Abus des psychotropes : généralistes coupables ?
septembre 2008
Annuaire Sécu du 31 août 2008
se fait l’écho de l’
appel lancé par le magazine Psychologies
contre l’abus des antidépresseurs. Voici le texte de cet appel :
" C’est un triste record… Nous consommons, en France, trois fois plus de tranquillisants et d’antidépresseurs que nos voisins européens. Et cette surconsommation augmente chaque année. Des centaines de milliers de personnes, dans des périodes de vie difficiles mais ne souffrant d’aucun trouble psychiatrique, se voient prescrire ces médicaments sur de longues durées, sans être averties de leurs effets secondaires ni bénéficier d’un suivi régulier.
Notre objectif n’est pas de remettre en question l’aide majeure apportée par ces molécules dans le traitement des pathologies mentales ni dans les situations de crise aigüe. Mais il nous semble nécessaire et urgent d’alerter l’opinion et les pouvoirs publics sur les dangers de cette surmédicalisation du mal être et sur l’existence d’alternatives non médicamenteuses aussi efficaces.
Les techniques ayant fait leurs preuves pour soulager la douleur psychique non pathologique ne manquent pas : psychothérapie, phytothérapie, relaxation, méditation, activité physique… C’est pourquoi il nous semble important de faire connaître et de favoriser ces réponses différentes à nos souffrances. Ceci est un appel pour une véritable prise de conscience. Il est urgent de briser le silence."
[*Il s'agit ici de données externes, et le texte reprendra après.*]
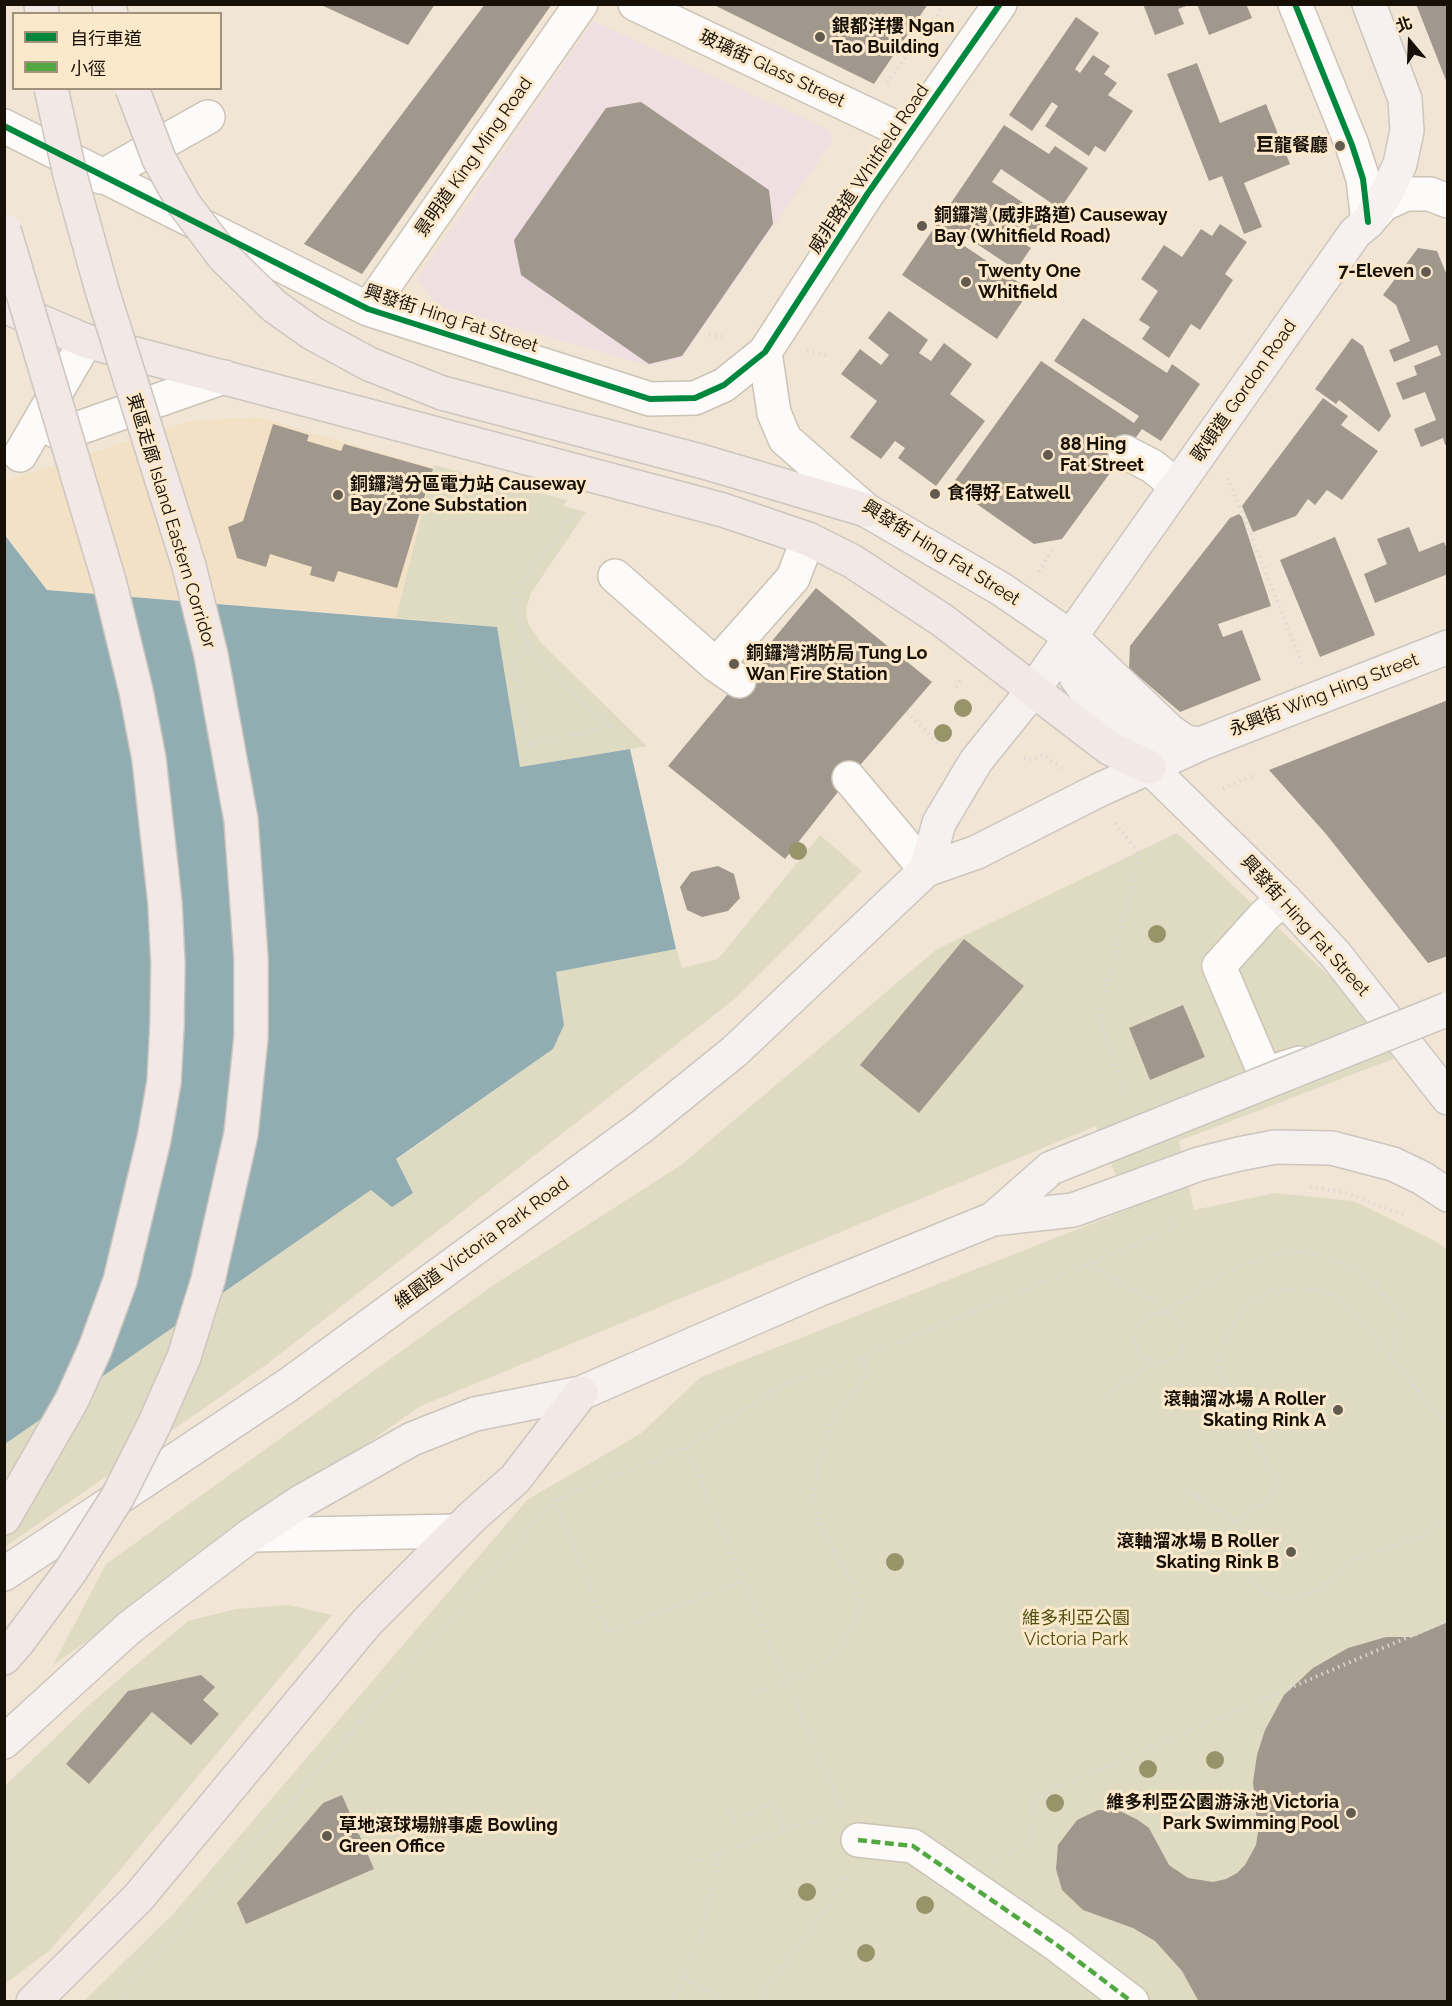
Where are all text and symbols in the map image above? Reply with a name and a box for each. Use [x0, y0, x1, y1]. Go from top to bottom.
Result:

Sandrine Blanchard, dans Le Monde du 9 septembre 2008, rapporte que l’appel a été signé par 491 personnes, dont "quasiment pas de médecins généralistes. " Elle donne aussi les principaux résultats d’une enquête réalisée par l’université de Rouen au moyen d’un questionnaire auprès de 2 000 médecins dans quatre régions du Nord-Ouest (Basse-Normandie, Haute-Normandie, Picardie, Nord-Pas-de-Calais) : " seulement 28 % des généralistes connaissent l’existence des guides de pratique clinique de la dépression, et qu’à peine un praticien sur cinq a effectué un stage de psychiatrie au cours de sa formation initiale. (...) 47 % des médecins disent se heurter à "l’insuffisance et aux difficultés d’accès des services spécialisés " (ce qui est confirmé par l’enquête DREES publiée en août 2008 ; voir sur Carnets de santé : Exercice de la médecine générale : un état des lieux). 94,8 % des généralistes utilisent le médicament en cas de souffrance mentale "souvent" ou "toujours".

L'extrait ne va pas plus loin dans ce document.